‘Birdman’


Birdman é um extraordinário trabalho de elogio e reflexão ao cinema e ao teatro. Mas, mais do que isso, é um confronto a vários níveis. Tudo neste filme é um alvo para a espingarda do realizador: críticos, público, actores, indústria de Hollywood, Broadway, filmes comerciais, redes sociais, sociedade actual, valores e ideias.

Iñárritu, ao construir a narrativa cruzada de Birdman, foi molhar o bico a Sunset Boulevard (1950). O tema do seu novo filme faz desta obra “o Sunset Boulevard dos dias de hoje”, ainda que a outro nível. Não há glamour e quase toda a acção do filme decorre num flutuar de câmara, voyeurista, pelos camarins e corredores estreitos do teatro da Broadway. A prestação de Michael Keaton é muito boa, tornando este um regresso fora do comum, precisamente pelo facto de ser tão bom. E um dos motivos pelos quais isso poderá ter acontecido talvez seja porque a própria história do filme se confunde com a realidade de Keaton.

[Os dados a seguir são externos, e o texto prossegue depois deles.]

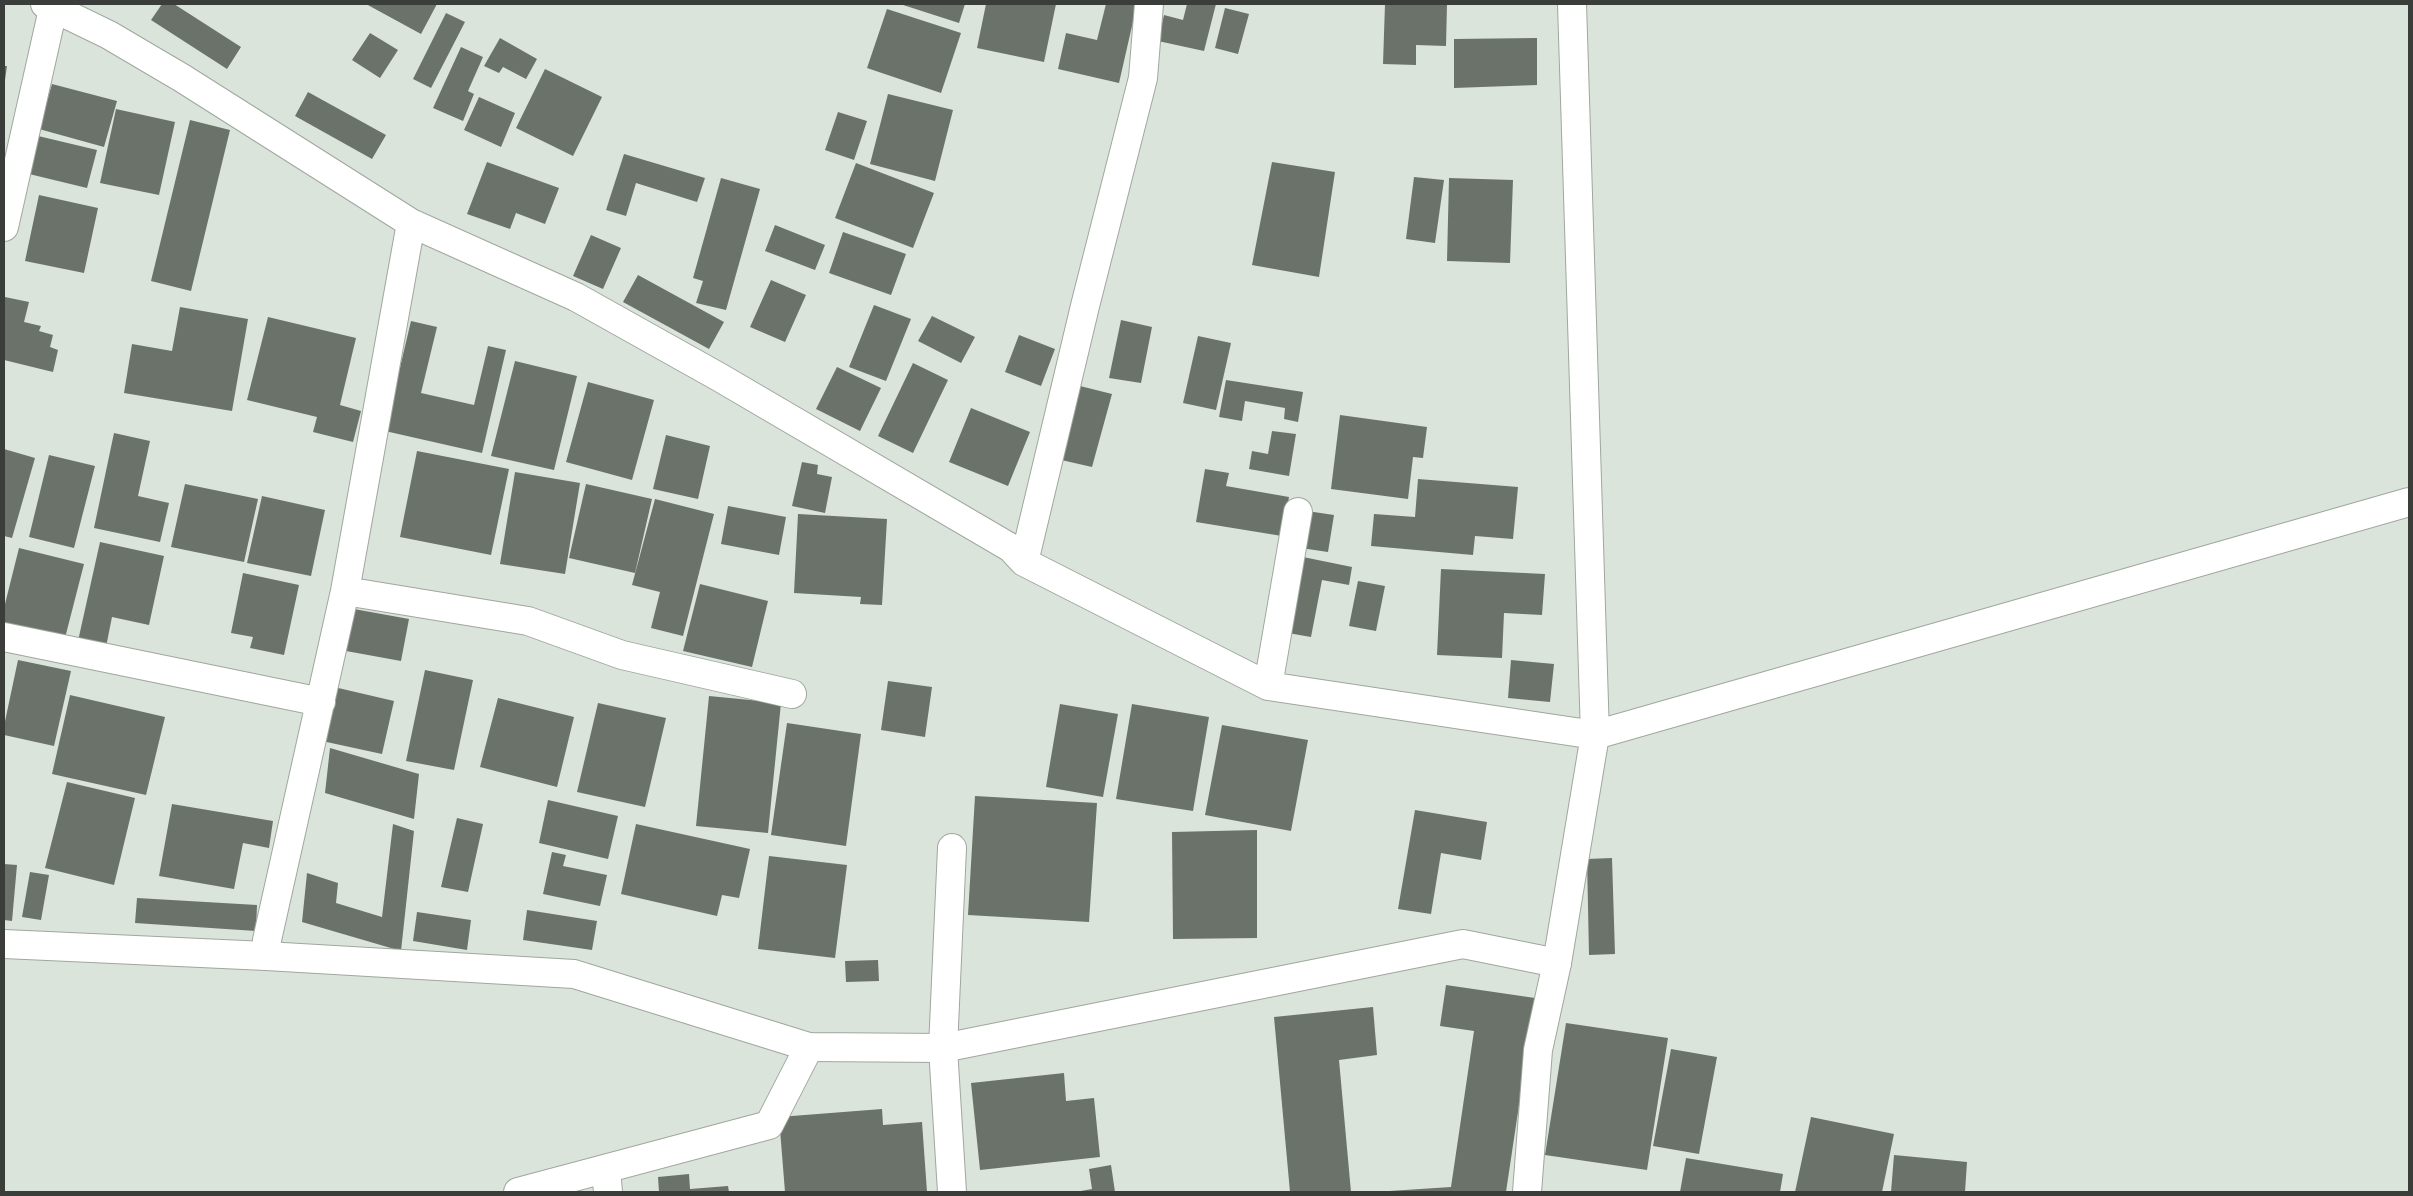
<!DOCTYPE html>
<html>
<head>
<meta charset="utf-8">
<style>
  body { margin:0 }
  #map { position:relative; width:2413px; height:1196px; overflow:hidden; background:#dbe4da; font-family:Poppins,sans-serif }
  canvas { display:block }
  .frame { position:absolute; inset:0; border:5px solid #3a3d3a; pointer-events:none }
</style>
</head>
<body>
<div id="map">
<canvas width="2413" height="1196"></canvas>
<div class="frame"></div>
</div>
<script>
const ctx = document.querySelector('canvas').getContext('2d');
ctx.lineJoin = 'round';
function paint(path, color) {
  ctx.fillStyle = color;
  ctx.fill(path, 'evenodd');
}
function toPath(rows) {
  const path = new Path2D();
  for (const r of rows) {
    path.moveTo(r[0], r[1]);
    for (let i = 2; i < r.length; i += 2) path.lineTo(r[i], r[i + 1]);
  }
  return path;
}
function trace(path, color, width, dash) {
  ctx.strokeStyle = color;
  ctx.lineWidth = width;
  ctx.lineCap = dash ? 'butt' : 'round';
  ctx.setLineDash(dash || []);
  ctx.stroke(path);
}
const building = toPath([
  [162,4,174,4,241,47,227,69,151,20],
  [366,4,437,4,421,34],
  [900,4,965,4,959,23],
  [986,4,1056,4,1044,62,977,48],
  [1106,4,1137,4,1119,83,1058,69,1066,33,1097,40],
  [1187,4,1216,4,1204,51,1158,41,1164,15,1183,20],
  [1385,4,1447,4,1446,46,1416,45,1416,65,1383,64],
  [1225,8,1249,14,1238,54,1215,48],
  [887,9,961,33,941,93,867,68],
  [446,13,465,22,431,88,413,79],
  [370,33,398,50,380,78,352,60],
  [500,38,537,59,526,79,503,67,499,73,484,66],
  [1537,38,1537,85,1454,88,1454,39],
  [461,47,483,57,468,91,474,94,463,121,433,108],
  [4,66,7,66,5,80,4,80],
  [545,69,602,97,573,156,516,128],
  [52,84,117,101,104,147,39,129],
  [308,92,386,135,372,159,295,116],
  [888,94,953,110,935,181,870,164],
  [479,97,515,113,501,147,464,130],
  [116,109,175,122,159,195,100,183],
  [838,112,867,121,854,160,825,150],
  [190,120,230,130,191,291,151,281],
  [34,135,97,150,87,188,25,173],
  [624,154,705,178,697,202,636,183,626,216,606,210],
  [487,162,559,188,545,224,516,213,510,229,467,214],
  [1272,162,1335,172,1319,277,1252,265],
  [856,163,934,193,913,248,835,218],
  [1414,177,1444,180,1435,243,1406,239],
  [721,178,760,189,726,310,696,303,703,281,693,278],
  [1449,178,1513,180,1510,263,1447,261],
  [39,195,98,208,84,273,25,261],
  [775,225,825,245,815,270,765,251],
  [843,232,906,254,891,295,829,273],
  [591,235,621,248,603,289,573,276],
  [638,275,724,322,709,349,623,302],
  [771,280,806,295,785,342,750,327],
  [5,297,29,302,24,322,41,326,39,331,53,335,50,347,58,350,53,372,4,360],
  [874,305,911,319,886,381,849,367],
  [180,307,248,319,232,411,124,393,132,344,172,351],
  [932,316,975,337,961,363,918,341],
  [268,317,356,338,340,405,361,411,353,442,313,432,317,417,247,400],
  [1121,320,1152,327,1141,383,1109,378],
  [411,321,437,327,421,393,474,405,488,346,506,350,482,453,385,431],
  [1019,335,1055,349,1041,386,1005,372],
  [1198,336,1231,343,1216,410,1183,403],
  [515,361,577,376,554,470,491,456],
  [913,363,948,380,913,453,878,436],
  [837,367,881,388,860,431,816,409],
  [1226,380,1303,392,1298,422,1284,419,1285,408,1245,401,1242,421,1219,417],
  [588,382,654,400,632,480,566,462],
  [1076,385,1112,394,1092,467,1057,459],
  [971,408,1030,432,1008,486,949,462],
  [1340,415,1427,427,1423,458,1413,457,1408,499,1331,489],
  [1272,431,1296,434,1289,476,1249,469,1252,451,1268,454],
  [114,433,150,441,138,496,169,503,160,542,94,528],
  [666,435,710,446,698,499,653,489],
  [4,449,35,458,12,538,4,536],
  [417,451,509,469,491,555,400,537],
  [49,455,95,466,74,548,29,537],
  [802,462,818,465,817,474,832,477,825,513,792,506],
  [1205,469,1229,473,1226,486,1289,497,1282,536,1196,522],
  [515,472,580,483,565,574,500,564],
  [1418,479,1518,487,1513,539,1475,536,1473,555,1371,546,1374,514,1415,517],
  [185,484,258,499,244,562,171,547],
  [586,484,652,499,635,573,569,558],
  [262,496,325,510,311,576,247,563],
  [655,499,714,514,683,636,651,628,660,592,632,585],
  [728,506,786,517,779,555,721,544],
  [1307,511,1334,515,1328,552,1301,548],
  [798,514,887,519,882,605,860,604,861,597,794,593],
  [100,542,164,556,149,625,112,617,106,647,78,641],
  [19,548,84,564,65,638,4,623,4,608],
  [1303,557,1352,567,1349,585,1322,580,1311,637,1288,633],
  [1441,569,1545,574,1542,615,1504,613,1502,658,1437,655],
  [243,573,299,585,284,655,250,648,253,637,231,633],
  [1358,581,1385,586,1376,631,1349,626],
  [700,584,768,601,752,667,683,651],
  [354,609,409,619,401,661,346,651],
  [18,660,71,671,54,746,4,735,4,726],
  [1511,660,1554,664,1550,702,1508,698],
  [425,670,473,680,454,770,406,761],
  [888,681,932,687,925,737,881,730],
  [334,687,394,701,382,754,322,741],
  [70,695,165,717,146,795,52,774],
  [709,696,781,703,768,833,696,826],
  [498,698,574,717,557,787,480,767],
  [598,703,666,718,645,807,577,792],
  [1060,704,1118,714,1103,797,1046,787],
  [1132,704,1209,717,1193,811,1116,799],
  [787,723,861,734,846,846,771,835],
  [1222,725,1308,740,1291,831,1205,815],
  [330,748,419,774,414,819,325,793],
  [67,782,135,798,114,885,45,868],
  [975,796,1097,803,1089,922,968,915],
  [548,800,618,816,608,859,539,843],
  [172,804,273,821,269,848,243,843,234,889,159,876],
  [1415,810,1487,822,1481,860,1441,853,1431,914,1398,909],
  [457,818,483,824,468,892,441,887],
  [393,824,414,831,401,951,302,922,307,873,338,883,336,903,382,917],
  [636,824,750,849,739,898,722,895,717,916,621,894],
  [1257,830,1257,938,1173,939,1172,832],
  [552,852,566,855,563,866,607,875,600,906,543,894],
  [769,856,847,865,835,958,758,949],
  [1612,858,1615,954,1589,955,1587,859],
  [4,864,17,865,12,921,4,920],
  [30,872,49,875,41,920,22,917],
  [137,898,257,905,256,931,135,923],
  [527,910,597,921,592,950,523,940],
  [417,912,471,920,467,950,413,941],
  [878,960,879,981,846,982,845,961],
  [1446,985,1535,998,1506,1192,1374,1192,1451,1187,1474,1031,1440,1026],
  [1373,1007,1377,1055,1339,1060,1351,1192,1290,1192,1274,1017],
  [1566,1023,1668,1038,1647,1170,1545,1155],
  [1671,1049,1717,1057,1699,1154,1653,1146],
  [1064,1073,1066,1101,1094,1098,1100,1157,980,1170,971,1083],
  [882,1109,883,1125,922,1122,927,1192,785,1192,779,1117],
  [1811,1117,1894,1134,1882,1192,1795,1192],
  [1894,1155,1967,1162,1965,1192,1891,1192],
  [1686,1158,1783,1174,1780,1192,1680,1192],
  [1111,1165,1115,1192,1075,1192,1092,1189,1089,1169],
  [689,1174,690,1189,728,1186,729,1192,659,1192,658,1177]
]);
const minor = toPath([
  [45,4,109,35,182,78,411,223,576,297,719,377,1011,548,1024,562,1268,686,1595,735,2409,502],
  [1572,4,1595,735],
  [4,227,53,9],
  [1024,562,1085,306,1143,78,1149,4],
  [345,591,528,621,622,655,792,694],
  [4,637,321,702],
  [1268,686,1298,512],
  [952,848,943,1048,952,1192],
  [266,956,267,940,345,591,411,223],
  [606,1169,608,1192],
  [518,1192,769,1125,809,1047],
  [1527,1192,1538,1050,1557,963]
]);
const tertiary = toPath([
  [4,944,266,956,574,974,809,1047,943,1048,1463,944,1557,963,1595,735]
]);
paint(building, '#6b726a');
trace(minor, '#9fa79f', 30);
trace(tertiary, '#9fa79f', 30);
trace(minor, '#fff', 28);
trace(tertiary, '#fff', 28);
</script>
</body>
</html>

Inãrritu não podia ter escolhido melhor actor para este papel. Nos anos 90, Keaton chegou a ser o actor mais bem pago de Hollywood, catapultado pelos sucessos de Batman. No entanto, a sua carreira rapidamente entrou em declínio, repleta de flops e falhanços que o apagaram do grande público durante mais de 15 anos. Em Birdman, o seu desempenho é notável e representa até certo ponto a sua própria história de vida, expondo-se assim com uma enorme coragem. Ao longo da sua carreira, Keaton teve quase sempre representações nervosas e irrequietas. Neste filme, desempenha o papel de Riggan com uma assombrosa naturalidade.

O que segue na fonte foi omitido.